Chang Fang-Rong, Huang He-Lai, Schwebel David C, Chan Alan H S, Hu Guo-Qing
School of Traffic &Transportation Engineering, Central South University, Changsha, China; Department of System Engineering and Engineering Management, The City University of Hong Kong, Hong Kong, China.
School of Traffic &Transportation Engineering, Central South University, Changsha, China.
Chin J Traumatol. 2020 Aug;23(4):216-218. doi: 10.1016/j.cjtee.2020.06.001. Epub 2020 Jun 19.

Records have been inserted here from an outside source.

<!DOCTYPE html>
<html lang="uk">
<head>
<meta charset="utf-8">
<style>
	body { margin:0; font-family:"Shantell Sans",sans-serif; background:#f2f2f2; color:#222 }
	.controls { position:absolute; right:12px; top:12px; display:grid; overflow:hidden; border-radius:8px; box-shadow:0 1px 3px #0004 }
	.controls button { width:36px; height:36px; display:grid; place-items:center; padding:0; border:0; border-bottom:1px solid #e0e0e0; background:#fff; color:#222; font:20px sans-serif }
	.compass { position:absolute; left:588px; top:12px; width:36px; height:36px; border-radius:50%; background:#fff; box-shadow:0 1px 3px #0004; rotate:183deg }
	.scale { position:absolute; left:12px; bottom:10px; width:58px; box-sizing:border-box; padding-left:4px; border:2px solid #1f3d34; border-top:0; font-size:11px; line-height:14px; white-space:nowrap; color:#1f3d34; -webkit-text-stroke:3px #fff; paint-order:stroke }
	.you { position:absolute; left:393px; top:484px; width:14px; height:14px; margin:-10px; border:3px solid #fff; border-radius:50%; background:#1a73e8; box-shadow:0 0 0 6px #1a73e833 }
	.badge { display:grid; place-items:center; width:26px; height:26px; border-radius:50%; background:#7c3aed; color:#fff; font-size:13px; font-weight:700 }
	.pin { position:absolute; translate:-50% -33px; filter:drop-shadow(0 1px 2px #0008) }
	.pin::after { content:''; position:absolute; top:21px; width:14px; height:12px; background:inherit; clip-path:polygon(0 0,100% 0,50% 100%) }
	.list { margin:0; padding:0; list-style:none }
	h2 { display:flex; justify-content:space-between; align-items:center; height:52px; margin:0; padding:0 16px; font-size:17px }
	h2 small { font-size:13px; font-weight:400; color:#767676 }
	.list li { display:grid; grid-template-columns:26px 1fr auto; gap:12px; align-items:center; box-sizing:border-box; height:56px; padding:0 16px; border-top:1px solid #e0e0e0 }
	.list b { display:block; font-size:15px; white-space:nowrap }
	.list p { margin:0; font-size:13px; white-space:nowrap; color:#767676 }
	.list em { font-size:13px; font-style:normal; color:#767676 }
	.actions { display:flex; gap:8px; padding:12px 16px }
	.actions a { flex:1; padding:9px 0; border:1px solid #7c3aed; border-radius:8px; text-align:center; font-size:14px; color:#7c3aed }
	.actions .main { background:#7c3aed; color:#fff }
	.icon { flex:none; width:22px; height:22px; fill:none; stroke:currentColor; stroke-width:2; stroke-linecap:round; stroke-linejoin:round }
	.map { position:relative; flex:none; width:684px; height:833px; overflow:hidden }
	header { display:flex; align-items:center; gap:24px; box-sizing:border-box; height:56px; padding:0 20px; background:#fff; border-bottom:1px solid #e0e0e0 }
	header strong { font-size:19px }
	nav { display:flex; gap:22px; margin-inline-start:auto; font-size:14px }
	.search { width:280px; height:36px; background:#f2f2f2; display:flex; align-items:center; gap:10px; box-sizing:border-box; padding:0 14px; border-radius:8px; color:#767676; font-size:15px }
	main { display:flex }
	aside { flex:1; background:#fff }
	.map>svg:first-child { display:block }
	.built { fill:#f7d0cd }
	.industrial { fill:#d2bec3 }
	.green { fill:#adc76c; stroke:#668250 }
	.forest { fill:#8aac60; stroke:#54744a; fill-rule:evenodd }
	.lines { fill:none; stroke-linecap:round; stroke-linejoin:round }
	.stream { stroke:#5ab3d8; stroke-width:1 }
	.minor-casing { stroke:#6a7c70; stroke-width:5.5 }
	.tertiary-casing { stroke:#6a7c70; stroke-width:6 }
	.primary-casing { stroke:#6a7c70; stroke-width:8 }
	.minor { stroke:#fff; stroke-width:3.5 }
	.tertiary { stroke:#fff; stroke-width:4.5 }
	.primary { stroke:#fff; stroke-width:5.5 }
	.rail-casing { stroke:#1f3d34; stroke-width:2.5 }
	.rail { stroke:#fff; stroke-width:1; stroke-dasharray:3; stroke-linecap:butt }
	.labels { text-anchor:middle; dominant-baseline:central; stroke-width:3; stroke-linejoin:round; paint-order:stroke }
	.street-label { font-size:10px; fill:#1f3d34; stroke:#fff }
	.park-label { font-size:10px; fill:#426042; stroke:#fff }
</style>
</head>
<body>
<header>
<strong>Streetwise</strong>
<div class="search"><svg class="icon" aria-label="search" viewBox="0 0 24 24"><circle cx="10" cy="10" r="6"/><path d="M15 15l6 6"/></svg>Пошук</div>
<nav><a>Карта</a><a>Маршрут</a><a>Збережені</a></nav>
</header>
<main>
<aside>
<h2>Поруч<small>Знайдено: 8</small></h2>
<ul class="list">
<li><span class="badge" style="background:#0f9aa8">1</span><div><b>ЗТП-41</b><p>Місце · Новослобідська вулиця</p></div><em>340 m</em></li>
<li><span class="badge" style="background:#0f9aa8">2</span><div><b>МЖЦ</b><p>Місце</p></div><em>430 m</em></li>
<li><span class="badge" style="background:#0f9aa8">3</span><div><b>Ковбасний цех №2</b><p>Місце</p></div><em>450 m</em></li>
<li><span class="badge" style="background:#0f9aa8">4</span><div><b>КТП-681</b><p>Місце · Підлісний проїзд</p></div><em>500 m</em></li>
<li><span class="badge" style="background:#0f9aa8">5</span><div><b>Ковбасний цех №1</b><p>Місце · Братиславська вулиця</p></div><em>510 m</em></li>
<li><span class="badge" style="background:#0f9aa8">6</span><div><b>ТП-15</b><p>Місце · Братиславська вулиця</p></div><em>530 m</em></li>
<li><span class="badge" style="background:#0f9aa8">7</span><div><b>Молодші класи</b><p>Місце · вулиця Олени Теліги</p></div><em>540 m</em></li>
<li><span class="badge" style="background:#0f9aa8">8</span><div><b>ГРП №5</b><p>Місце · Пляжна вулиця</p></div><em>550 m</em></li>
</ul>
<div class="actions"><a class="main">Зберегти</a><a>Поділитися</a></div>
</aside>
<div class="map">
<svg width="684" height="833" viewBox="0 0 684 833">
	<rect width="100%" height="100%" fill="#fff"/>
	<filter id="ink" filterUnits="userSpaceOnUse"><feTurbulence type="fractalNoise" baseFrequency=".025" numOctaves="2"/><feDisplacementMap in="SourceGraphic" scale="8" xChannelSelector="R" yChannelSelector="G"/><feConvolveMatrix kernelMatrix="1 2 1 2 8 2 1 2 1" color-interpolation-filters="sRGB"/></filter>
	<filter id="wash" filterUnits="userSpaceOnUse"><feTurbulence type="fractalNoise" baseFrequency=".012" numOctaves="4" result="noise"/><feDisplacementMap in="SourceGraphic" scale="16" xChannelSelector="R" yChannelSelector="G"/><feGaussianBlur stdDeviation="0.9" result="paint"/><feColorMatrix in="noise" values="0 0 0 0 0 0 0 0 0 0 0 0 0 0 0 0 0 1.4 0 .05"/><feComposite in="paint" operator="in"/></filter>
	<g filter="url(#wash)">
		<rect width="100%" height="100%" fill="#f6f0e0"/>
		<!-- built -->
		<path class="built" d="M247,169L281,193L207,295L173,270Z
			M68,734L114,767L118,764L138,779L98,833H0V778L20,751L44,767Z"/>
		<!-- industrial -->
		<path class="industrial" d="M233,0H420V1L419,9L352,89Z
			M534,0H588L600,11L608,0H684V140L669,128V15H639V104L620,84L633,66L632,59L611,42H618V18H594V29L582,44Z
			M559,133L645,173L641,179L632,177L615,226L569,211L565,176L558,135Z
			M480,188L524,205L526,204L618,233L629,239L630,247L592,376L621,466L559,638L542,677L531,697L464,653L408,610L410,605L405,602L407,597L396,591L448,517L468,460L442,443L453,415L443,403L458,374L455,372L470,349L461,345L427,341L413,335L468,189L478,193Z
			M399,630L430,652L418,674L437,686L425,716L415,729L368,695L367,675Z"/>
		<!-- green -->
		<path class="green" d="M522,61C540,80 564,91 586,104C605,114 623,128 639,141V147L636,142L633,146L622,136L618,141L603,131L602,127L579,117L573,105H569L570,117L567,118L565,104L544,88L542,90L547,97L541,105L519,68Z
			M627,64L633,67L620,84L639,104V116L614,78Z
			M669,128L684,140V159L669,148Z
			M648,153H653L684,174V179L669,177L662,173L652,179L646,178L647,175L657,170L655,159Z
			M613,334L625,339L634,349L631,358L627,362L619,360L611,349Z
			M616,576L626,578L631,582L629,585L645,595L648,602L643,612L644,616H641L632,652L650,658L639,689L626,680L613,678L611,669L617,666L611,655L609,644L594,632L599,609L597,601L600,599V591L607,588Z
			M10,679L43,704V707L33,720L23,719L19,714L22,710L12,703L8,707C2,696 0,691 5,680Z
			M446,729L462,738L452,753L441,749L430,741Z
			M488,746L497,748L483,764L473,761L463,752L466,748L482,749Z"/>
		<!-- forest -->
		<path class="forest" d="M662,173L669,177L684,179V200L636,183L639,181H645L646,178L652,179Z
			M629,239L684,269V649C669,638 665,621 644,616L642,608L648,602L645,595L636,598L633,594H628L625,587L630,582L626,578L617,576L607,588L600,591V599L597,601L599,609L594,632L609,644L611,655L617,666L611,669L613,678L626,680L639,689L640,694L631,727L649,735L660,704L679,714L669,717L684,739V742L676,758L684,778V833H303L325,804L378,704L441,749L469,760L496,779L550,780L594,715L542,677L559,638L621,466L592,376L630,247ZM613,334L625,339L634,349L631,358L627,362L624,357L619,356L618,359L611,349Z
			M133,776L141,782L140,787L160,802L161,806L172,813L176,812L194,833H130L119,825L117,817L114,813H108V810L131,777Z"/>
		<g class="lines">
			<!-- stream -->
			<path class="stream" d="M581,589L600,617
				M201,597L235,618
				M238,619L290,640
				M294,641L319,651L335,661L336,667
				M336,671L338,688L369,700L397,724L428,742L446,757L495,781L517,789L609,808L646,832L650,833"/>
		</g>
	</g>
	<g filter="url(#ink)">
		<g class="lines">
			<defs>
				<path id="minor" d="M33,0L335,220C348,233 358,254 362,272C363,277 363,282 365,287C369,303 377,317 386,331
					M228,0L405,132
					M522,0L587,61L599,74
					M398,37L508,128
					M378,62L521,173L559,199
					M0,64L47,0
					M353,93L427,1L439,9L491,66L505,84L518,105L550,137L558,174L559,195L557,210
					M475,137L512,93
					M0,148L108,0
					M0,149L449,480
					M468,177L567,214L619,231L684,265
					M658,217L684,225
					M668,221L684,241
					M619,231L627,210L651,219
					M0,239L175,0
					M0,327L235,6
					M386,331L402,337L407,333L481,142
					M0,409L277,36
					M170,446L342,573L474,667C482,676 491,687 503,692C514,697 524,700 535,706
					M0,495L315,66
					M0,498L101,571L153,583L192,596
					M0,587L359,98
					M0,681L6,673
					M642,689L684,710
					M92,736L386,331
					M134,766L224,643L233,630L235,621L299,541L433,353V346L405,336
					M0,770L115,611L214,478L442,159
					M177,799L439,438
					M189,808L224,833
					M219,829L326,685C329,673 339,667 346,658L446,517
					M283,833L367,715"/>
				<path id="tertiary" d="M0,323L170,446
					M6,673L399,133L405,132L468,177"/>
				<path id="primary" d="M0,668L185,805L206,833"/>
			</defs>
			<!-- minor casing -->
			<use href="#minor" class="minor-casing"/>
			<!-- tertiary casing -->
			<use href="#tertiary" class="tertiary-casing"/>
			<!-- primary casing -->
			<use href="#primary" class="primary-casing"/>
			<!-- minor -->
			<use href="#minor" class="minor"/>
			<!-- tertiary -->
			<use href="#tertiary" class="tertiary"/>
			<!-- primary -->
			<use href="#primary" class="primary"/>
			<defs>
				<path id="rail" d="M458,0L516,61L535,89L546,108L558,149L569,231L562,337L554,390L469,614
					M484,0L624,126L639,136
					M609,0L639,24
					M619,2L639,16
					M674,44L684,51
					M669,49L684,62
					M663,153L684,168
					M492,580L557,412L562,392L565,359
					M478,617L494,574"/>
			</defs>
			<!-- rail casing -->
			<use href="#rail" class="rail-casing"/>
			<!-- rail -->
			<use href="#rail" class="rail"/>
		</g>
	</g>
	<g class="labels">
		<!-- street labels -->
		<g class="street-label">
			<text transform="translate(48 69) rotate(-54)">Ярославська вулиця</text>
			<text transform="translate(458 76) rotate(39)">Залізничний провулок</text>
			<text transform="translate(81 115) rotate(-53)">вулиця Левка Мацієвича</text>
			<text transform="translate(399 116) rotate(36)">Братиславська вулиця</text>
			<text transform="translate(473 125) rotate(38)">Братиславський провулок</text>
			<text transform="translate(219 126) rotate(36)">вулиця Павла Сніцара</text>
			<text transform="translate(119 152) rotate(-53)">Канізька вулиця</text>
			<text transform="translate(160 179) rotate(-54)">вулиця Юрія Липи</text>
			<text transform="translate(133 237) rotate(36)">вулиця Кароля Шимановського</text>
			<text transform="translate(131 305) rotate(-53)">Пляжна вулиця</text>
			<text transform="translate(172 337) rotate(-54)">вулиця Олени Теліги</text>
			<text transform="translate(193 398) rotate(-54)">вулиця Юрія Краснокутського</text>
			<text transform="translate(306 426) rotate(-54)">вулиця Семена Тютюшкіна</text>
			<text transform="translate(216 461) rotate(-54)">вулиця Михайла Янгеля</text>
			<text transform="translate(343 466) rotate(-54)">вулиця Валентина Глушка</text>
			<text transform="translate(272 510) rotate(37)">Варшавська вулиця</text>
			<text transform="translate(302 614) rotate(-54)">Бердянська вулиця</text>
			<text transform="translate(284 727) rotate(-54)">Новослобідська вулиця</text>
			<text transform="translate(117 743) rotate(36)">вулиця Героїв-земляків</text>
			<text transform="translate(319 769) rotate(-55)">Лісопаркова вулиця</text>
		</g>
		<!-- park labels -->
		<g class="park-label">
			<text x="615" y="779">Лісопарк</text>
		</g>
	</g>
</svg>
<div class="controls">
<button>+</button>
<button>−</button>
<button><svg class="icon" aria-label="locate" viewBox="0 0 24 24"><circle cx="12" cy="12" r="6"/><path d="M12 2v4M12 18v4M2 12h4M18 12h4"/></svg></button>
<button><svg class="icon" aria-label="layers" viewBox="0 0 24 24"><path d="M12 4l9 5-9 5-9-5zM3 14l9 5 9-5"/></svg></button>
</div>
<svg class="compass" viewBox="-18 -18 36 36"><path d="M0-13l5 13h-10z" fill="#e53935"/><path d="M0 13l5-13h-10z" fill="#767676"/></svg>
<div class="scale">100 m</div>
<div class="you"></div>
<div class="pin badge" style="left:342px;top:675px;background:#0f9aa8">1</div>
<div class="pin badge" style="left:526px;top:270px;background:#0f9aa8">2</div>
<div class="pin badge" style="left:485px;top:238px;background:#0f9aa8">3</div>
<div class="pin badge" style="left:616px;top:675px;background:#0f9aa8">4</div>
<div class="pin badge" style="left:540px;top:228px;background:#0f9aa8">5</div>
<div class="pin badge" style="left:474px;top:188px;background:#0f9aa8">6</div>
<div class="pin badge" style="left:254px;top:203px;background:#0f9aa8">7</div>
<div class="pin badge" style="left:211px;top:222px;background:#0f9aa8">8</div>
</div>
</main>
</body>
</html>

High-quality data are the foundation to monitor the progress and evaluate the effects of road traffic injury prevention measures. Unfortunately, official road traffic injury statistics delivered by governments worldwide, are often believed somewhat unreliable and invalid. We summarized the reported problems concerning the road traffic injury statistics through systematically searching and reviewing the literature. The problems include absence of regular data, under-reporting, low specificity, distorted cause spectrum of road traffic injury, inconsistency, inaccessibility, and delay of data release. We also explored the mechanisms behind the problematic data and proposed the solutions to the addressed challenges for road traffic statistics.
高质量数据是监测道路交通伤害预防措施进展和评估其效果的基础。不幸的是,全世界各国政府提供的官方道路交通伤害统计数据,往往被认为有些不可靠且无效。我们通过系统检索和回顾文献,总结了已报道的道路交通伤害统计数据存在的问题。这些问题包括缺乏定期数据、报告不足、特异性低、道路交通伤害原因谱扭曲、不一致、获取困难以及数据发布延迟。我们还探究了有问题数据背后的机制,并针对道路交通统计面临的挑战提出了解决方案。